Dalam kehidupan kita sehari-hari, kita percaya bahwa kebohongan akan
membuat manusia terpuruk dalam penderitaan yang mendalam, tetapi kisah
ini justru sebaliknya. Dengan adanya kebohongan ini, makna
sesungguhnya dari kebohongan ini justru dapat membuka mata kita dan
terbebas dari penderitaan, ibarat sebuah energi yang mampu mendorong
mekarnya sekuntum bunga yang paling indah di dunia.
Cerita
bermula ketika aku masih kecil, aku terlahir sebagai seorang anak
laki-laki di sebuah keluarga yang miskin. Bahkan untuk makan saja,
seringkali kekurangan. Ketika makan, ibu sering memberikan porsi nasinya
untukku.

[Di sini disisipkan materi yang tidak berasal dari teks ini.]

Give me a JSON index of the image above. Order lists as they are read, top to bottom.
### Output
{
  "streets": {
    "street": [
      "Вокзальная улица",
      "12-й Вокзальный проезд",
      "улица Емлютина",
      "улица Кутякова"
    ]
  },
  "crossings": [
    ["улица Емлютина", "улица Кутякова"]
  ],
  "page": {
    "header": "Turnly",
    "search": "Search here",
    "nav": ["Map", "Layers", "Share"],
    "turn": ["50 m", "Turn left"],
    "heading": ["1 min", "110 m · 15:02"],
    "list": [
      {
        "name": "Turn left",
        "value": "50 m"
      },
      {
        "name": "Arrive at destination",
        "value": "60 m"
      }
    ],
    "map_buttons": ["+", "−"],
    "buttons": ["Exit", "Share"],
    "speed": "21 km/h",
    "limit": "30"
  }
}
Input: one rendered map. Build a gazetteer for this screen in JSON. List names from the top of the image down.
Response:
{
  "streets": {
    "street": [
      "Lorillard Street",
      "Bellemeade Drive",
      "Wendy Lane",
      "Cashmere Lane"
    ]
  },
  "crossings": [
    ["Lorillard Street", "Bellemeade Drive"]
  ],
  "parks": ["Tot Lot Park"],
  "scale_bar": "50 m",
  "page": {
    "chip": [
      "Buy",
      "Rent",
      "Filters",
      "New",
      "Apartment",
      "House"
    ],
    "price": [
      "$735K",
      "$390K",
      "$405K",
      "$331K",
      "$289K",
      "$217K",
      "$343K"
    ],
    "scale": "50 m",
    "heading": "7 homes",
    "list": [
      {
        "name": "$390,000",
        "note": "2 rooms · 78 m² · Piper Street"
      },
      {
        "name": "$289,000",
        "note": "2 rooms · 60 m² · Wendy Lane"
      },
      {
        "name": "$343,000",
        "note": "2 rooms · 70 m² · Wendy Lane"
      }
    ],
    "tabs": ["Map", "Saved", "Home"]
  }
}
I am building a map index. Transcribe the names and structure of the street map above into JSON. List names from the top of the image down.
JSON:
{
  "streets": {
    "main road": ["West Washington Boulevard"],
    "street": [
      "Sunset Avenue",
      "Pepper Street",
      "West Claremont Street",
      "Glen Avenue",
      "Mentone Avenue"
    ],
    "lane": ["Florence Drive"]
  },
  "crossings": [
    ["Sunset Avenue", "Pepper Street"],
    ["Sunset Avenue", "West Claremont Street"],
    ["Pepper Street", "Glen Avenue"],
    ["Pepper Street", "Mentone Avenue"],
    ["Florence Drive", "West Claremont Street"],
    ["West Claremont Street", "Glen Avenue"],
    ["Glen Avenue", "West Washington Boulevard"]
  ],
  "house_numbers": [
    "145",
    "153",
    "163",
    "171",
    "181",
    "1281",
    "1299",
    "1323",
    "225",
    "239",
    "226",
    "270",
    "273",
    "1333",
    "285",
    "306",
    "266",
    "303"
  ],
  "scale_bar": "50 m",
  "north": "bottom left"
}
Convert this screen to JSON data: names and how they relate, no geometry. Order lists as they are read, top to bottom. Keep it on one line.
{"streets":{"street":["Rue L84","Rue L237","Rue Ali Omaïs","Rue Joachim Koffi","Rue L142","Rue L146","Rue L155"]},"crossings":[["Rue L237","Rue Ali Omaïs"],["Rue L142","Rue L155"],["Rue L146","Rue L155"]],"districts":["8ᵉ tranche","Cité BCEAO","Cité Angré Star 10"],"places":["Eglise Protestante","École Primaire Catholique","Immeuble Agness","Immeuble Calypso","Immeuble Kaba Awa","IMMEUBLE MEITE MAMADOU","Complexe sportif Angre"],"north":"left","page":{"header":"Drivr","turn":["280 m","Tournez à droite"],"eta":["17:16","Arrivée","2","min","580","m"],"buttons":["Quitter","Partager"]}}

Sambil memindahkan nasi ke mangkukku, ibu berkata :
"Makanlah nak, aku tidak lapar"
-KEBOHONGAN IBU YANG PERTAMA-
Ketika saya mulai tumbuh dewasa, ibu yang gigih sering meluangkan
waktu senggangnya untuk pergi memancing di kolam dekat rumah, ibu
berharap dari ikan hasil pancingan, ia bisa memberikan sedikit makanan
bergizi untuk petumbuhanku. Sepulang memancing, ibu memasak sup ikan
yang segar dan mengundang selera. Sewaktu aku memakan sup ikan itu, ibu
duduk disamping ku dan memakan sisa daging ikan yang masih menempel di
tulang yang merupakan bekas sisa tulang ikan yang aku makan. Aku melihat
ibu seperti itu, hati juga tersentuh, lalu menggunakan sendokku dan
memberikannya kepada ibuku.Tetapi ibu dengan cepat menolaknya, ia
berkata :
"Makanlah nak, aku tidak suka makan ikan"
-KEBOHONGAN IBU YANG KEDUA-
Sekarang aku sudah masuk SMP, demi membiayai sekolah abang dan kakakku,
ibu pergi ke koperasi untuk membawa sejumlah kotak korek api untuk
ditempel, dan hasil tempelannya itu membuahkan sedikit uang untuk
menutupi kebutuhan hidup. Di kala musim dingin tiba, aku bangun dari
tempat tidurku, melihat ibu masih bertumpu pada lilin kecil dan dengan
gigihnya melanjutkan pekerjaannya menempel kotak korek api. Aku berkata
:"Ibu, tidurlah, udah malam, besok pagi ibu masih harus kerja." Ibu
tersenyum dan berkata :
"Cepatlah tidur nak, aku tidak capek"
-KEBOHONGAN IBU YANG KETIGA-
Ketika ujian tiba, ibu meminta cuti kerja supaya dapat menemaniku pergi
ujian. Ketika hari sudah siang, terik matahari mulai menyinari, ibu
yang tegar dan gigih menunggu aku dibawah terik matahari selama beberapa
jam. Ketika bunyi lonceng berbunyi, menandakan ujian sudah selesai. Ibu
dengan segera menyambutku dan menuangkan teh yang sudah disiapkan dalam
botol yang dingin untukku. Teh yang begitu kental tidak dapat
dibandingkan dengan kasih
sayang yang jauh lebih kental.
Melihat ibu yang dibanjiri peluh, aku segera memberikan gelasku untuk
ibu sambil menyuruhnya minum. Ibu berkata :
"Minumlah nak, aku tidak haus!"
-KEBOHONGAN IBU YANG KEEMPAT-
Setelah kepergian ayah karena sakit, ibu yang malang harus merangkap
sebagai ayah dan ibu. Dengan berpegang pada pekerjaan dia yang dulu, dia
harus membiayai kebutuhan hidup sendiri. Kehidupan keluarga kita pun
semakin susah dan susah. Tiada hari tanpa penderitaan. Melihat kondisi
keluarga yang semakin parah, ada seorang paman yang baik hati yang
tinggal di dekat rumahku pun membantu ibuku baik masalah besar maupun
masalah kecil. Tetangga yang ada di sebelah rumah melihat kehidupan kita
yang begitu sengsara, seringkali menasehati ibuku untuk menikah lagi.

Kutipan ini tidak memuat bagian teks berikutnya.